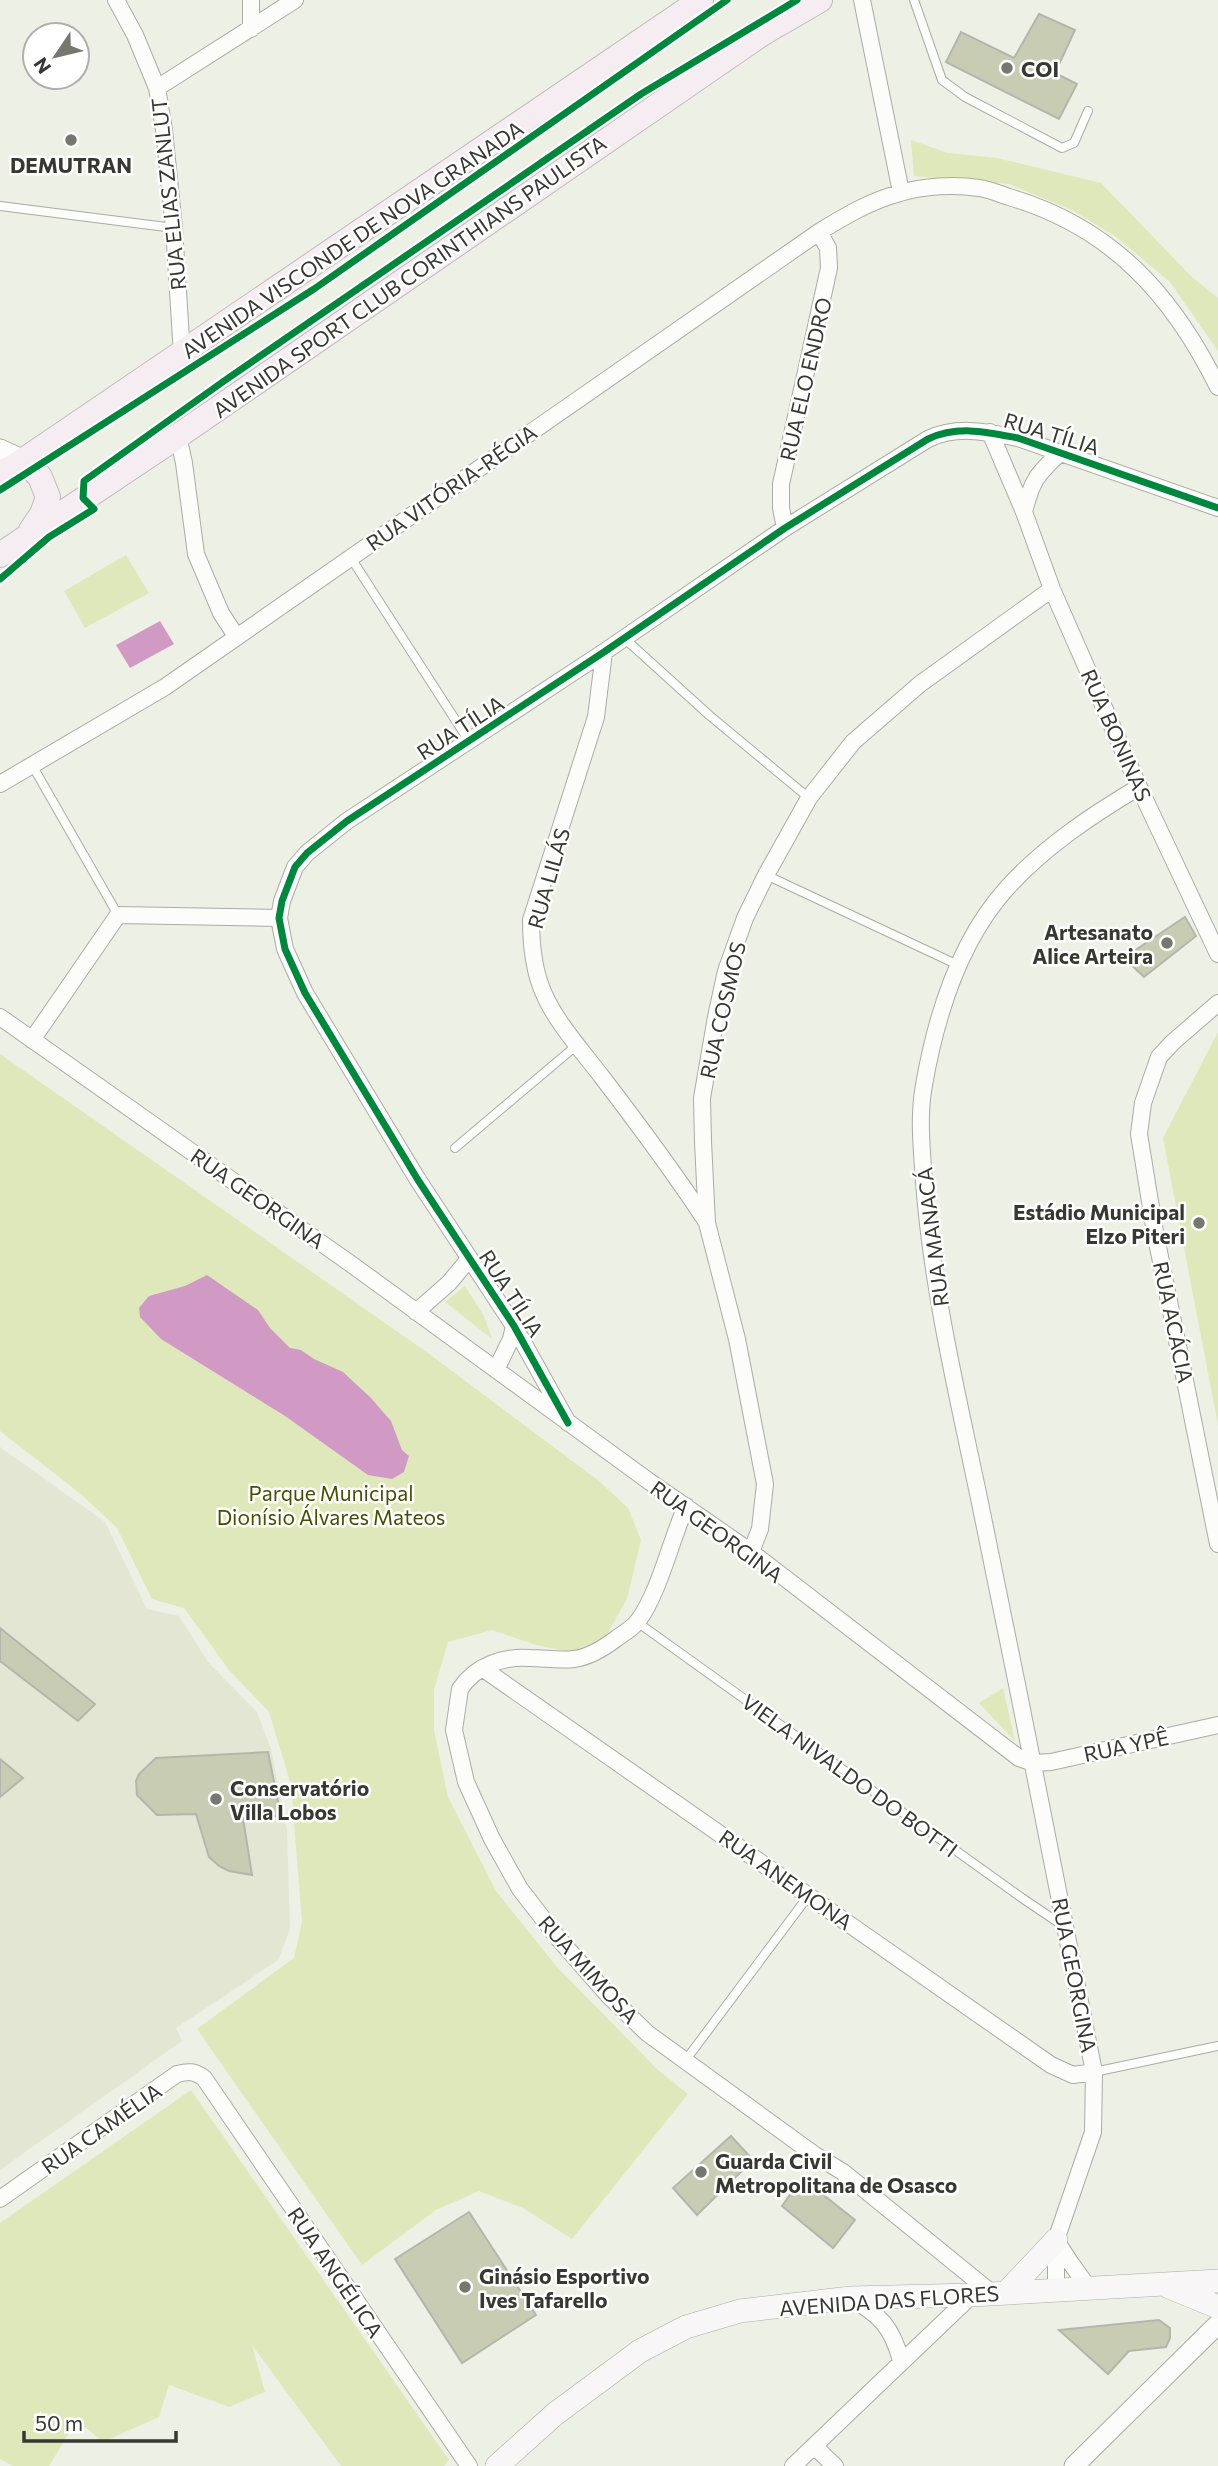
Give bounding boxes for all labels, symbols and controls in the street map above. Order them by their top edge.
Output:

...

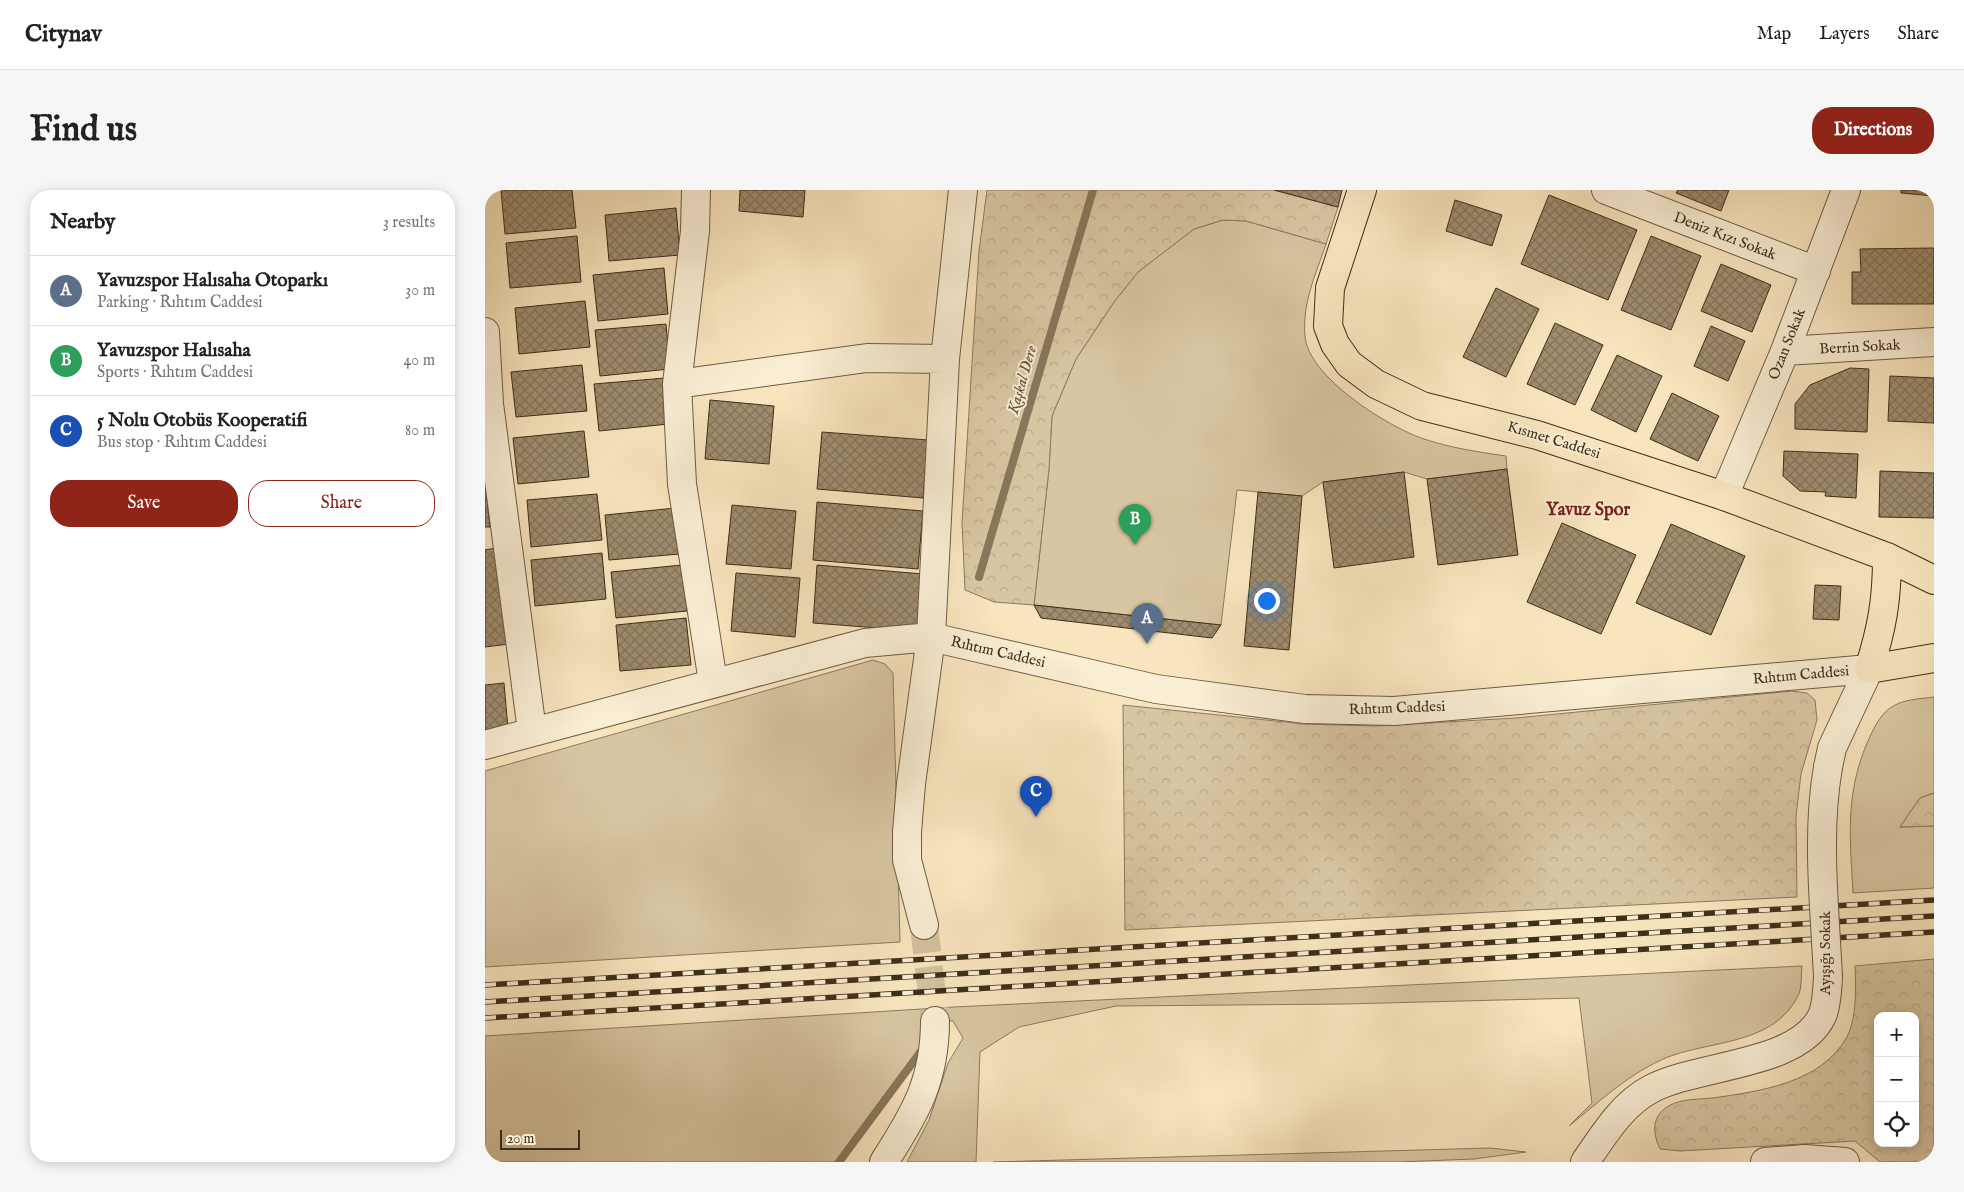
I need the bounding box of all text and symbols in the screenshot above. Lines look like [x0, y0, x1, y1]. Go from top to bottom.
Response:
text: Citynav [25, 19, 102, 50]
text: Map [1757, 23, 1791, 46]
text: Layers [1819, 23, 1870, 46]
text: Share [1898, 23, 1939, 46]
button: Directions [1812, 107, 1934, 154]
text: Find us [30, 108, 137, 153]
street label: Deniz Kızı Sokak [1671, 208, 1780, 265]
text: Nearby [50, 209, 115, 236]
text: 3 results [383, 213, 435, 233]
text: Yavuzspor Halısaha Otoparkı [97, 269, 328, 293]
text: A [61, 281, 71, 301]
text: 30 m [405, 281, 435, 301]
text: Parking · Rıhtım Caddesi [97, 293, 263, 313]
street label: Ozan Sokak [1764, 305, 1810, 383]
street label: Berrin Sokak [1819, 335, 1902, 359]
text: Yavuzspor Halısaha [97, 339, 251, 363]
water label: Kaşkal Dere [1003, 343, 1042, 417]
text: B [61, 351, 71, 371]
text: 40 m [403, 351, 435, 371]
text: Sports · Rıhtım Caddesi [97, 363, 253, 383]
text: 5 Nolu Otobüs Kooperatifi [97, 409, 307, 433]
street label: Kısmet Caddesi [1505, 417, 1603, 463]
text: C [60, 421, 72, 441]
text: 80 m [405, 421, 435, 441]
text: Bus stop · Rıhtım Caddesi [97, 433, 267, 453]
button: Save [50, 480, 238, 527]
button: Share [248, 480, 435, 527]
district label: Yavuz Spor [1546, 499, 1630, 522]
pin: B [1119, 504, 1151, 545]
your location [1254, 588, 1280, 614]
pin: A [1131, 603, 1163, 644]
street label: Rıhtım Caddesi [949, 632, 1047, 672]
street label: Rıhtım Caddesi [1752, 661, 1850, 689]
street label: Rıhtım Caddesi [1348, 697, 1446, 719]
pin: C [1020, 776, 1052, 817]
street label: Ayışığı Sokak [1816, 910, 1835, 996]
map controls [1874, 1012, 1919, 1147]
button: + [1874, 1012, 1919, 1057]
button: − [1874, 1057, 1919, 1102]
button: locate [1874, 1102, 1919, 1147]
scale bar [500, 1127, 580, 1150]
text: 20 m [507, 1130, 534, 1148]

◆ PROBLEM REQUIREMENTS ◆
Once a line of the records is found to contain "symbols", copy it out.

◆ COMPLETED EXERCISE ◆
Give bounding boxes for all labels, symbols and controls in the street map above. Order them by their top edge.
I need the bounding box of all text and symbols in the screenshot above. Lines look like [x0, y0, x1, y1]. Go from top to bottom.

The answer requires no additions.